Since the last Sunday of August 2012, Ugandans have become accustomed to doing one thing annually – waking up to participate in the Rotary Cancer Run.
From a few participants in 2012, the run has grown to approximately 50,000 people in 2019. From a parking lot of a shopping mall in Lugogo to the more spacious Kololo Ceremonial grounds and then to 50 towns across the country, the Rotary Cancer Run was the first and only event in Uganda that was carried out simultaneously in every major town of Uganda.
Last year, the run even moved to outside Uganda. Working with the ministry of Foreign Affairs, the Rotary Cancer Run was held in Mombasa, Kigali, Pretoria, Berlin, and Moscow, becoming the first Ugandan event to have a global presence. A few Rotarians ran in Florida and Pennsylvania in the United States.
Over the years, the Rotary Cancer Run has raised awareness about cancer and built a 36-bed cancer treatment centre at Nsambya hospital and donated funds that led to the construction of the Rotary Blood Bank at Mengo hospital — the only second such bank in Uganda. All this was achieved in the first four years of the run.
Over the years we have raised approximately Shs 3 billion net, but with our network, we have managed to do stuff worth much more than the money we have raised.
The building alone at Nsambya is worth more than Shs 1.5 billion but was completed when we had raised less than Shs 300 million. Our network as Rotary enables us to achieve a lot. Nevertheless, this wouldn’t be possible without the generous support of Centenary bank and the parliament of Uganda, among many other key partners.
From 2016, the Rotary Cancer Run has been raising money to build bunkers at Nsambya hospital, which will be used to house modern cancer treatment machines. Construction will soon commence following approvals from the Atomic Energy Council.
I have been privileged to work as one of the organisers of the Rotary Cancer Run since 2015 as a Rotarian and volunteer. This year, I am serving as Chair for the organising committee. I was appointed to this position about a year ago and last September, we started working on the 2020 edition of the run.
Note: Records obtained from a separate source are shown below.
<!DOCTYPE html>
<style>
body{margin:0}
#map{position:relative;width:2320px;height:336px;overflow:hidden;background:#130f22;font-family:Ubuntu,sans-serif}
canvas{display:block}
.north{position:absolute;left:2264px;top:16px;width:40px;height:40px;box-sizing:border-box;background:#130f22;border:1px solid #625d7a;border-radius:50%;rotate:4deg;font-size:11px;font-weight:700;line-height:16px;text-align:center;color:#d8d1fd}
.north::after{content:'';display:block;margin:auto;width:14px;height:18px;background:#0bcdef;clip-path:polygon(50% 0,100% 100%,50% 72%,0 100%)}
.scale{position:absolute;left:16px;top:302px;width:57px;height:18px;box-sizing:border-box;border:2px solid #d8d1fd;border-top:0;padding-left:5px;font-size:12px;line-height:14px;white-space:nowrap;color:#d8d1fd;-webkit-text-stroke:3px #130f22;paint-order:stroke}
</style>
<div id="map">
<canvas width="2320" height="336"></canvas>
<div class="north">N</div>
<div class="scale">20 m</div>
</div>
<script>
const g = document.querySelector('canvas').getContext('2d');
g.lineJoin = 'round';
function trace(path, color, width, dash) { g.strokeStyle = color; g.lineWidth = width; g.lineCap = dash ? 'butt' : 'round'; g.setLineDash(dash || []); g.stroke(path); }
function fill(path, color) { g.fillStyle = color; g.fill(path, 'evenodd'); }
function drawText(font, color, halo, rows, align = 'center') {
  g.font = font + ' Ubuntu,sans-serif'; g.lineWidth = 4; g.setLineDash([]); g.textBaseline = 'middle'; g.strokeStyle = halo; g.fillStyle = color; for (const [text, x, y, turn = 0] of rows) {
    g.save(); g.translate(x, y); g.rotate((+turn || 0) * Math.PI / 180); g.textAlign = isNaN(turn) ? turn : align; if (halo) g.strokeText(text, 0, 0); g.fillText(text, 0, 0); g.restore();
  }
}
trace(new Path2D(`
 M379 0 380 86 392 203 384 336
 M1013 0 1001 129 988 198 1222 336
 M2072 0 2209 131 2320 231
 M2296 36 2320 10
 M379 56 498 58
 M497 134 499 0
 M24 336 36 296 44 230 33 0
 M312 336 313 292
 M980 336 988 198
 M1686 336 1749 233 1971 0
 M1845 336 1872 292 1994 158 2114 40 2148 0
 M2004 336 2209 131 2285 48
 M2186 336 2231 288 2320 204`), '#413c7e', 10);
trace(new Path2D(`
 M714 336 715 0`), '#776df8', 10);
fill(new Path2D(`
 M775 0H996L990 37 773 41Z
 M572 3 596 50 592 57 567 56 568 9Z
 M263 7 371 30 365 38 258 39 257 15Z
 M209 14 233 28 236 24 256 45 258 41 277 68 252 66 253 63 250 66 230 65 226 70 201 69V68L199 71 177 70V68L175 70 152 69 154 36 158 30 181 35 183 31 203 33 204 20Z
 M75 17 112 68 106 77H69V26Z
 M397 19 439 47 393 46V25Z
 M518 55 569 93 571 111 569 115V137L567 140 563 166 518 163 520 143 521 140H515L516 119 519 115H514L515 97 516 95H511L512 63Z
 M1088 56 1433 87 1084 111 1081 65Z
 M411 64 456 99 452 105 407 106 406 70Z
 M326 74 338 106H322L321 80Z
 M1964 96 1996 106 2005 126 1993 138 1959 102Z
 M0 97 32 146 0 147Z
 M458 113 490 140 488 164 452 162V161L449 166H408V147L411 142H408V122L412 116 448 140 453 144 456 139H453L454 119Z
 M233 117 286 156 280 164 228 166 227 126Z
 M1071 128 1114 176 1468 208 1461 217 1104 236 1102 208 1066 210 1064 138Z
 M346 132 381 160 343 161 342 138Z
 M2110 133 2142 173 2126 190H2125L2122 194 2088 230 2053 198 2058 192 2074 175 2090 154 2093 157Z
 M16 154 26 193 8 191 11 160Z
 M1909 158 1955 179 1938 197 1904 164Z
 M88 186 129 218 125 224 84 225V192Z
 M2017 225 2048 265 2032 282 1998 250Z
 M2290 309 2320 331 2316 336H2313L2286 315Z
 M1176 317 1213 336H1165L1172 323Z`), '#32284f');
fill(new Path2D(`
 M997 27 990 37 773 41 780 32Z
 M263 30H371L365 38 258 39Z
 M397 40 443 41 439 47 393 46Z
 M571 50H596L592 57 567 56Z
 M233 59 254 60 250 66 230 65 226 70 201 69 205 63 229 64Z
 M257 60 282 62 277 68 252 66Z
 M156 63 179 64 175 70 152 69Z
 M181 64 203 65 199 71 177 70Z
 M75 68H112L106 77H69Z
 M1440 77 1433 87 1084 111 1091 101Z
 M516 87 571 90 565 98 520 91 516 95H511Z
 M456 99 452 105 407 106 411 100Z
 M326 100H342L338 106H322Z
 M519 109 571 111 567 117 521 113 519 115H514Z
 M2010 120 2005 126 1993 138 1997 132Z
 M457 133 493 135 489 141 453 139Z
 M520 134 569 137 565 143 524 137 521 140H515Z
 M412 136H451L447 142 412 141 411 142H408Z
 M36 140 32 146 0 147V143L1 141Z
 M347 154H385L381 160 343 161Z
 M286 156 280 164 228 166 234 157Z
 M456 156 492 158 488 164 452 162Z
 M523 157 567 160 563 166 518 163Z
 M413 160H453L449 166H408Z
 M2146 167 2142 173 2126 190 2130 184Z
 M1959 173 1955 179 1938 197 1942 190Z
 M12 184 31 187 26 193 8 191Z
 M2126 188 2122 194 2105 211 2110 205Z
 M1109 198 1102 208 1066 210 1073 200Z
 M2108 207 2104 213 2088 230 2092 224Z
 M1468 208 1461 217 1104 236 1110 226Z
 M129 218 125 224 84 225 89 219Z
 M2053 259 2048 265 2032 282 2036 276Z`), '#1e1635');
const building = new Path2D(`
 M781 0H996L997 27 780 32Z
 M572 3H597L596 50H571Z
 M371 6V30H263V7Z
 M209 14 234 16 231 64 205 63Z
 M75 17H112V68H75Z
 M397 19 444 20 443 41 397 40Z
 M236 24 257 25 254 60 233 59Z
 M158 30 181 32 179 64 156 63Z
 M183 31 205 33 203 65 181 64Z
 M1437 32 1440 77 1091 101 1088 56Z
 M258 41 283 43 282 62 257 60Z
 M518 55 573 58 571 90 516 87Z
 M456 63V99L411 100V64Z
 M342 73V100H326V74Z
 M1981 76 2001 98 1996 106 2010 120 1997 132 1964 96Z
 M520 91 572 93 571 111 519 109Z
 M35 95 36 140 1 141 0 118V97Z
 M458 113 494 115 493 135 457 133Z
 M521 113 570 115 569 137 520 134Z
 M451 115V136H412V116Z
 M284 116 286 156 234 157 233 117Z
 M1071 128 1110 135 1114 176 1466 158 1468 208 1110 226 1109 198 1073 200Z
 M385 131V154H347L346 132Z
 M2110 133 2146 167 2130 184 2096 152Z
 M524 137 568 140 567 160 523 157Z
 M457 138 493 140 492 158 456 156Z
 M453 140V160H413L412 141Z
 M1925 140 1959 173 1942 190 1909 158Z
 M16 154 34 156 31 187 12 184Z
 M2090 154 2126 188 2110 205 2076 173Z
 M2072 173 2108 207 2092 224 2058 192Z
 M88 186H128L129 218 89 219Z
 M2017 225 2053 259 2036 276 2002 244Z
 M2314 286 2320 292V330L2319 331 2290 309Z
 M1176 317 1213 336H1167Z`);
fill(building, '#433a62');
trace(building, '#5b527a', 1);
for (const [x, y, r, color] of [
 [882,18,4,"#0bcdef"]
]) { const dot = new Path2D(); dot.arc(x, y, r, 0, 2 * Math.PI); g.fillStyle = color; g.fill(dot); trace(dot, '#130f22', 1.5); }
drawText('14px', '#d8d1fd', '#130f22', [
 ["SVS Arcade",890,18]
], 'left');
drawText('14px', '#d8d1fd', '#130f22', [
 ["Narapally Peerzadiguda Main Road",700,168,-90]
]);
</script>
We wanted to maintain or even increase the number of towns in Uganda to participate and also have the run in more cities across the world than we managed last year. This year we were planning to become the first Ugandan run to have at least 55,000 people participating. Then Covid-19 happened!
We were all frustrated, and our spirits dampened. How can we just cancel the run that people have become to note on their calendar, for now, nine years? As we deliberated on how to inform people that the run won’t be possible given the Covid-19 pandemic, we realized we could do it and break new ground for virtual events.
We announced that we will have a virtual Rotary Cancer Run 2020. This has given us opportunities to hold the biggest run ever in Uganda and we expect that more than 60,000 people will be able to participate in Uganda and many others elsewhere.
As I was writing this, I received news that many global superstars have agreed to participate in this year’s Rotary Cancer Run. You will see their videos soon and we hope that the messaging will create more awareness about cancer.
Since around February 2020, as a country, we have focused a lot on Covid-19 and it is perfectly understandable given the rate of its infectiousness, but we shouldn’t forget that cancer is still here as well. We need to do all we can to inform people about this scourge and what we need to do to avoid it and go for regular medical check-ups.
We also need to ensure that we have the facilities in place for people to get treatment at an affordable cost. Flying to India or even Nairobi that is usually the case isn’t sustainable and Covid-19 has even made the case better that cancer treatment must be carried out within the country at an affordable rate.
Many companies donated a lot of money to Covid-19 as well as brand new pick-ups. The cost of a modern cancer treatment centre costs less than 100 brand new ordinary pick-up trucks or just 22 Land Cruiser V8s.
The writer is a communication and visibility consultant.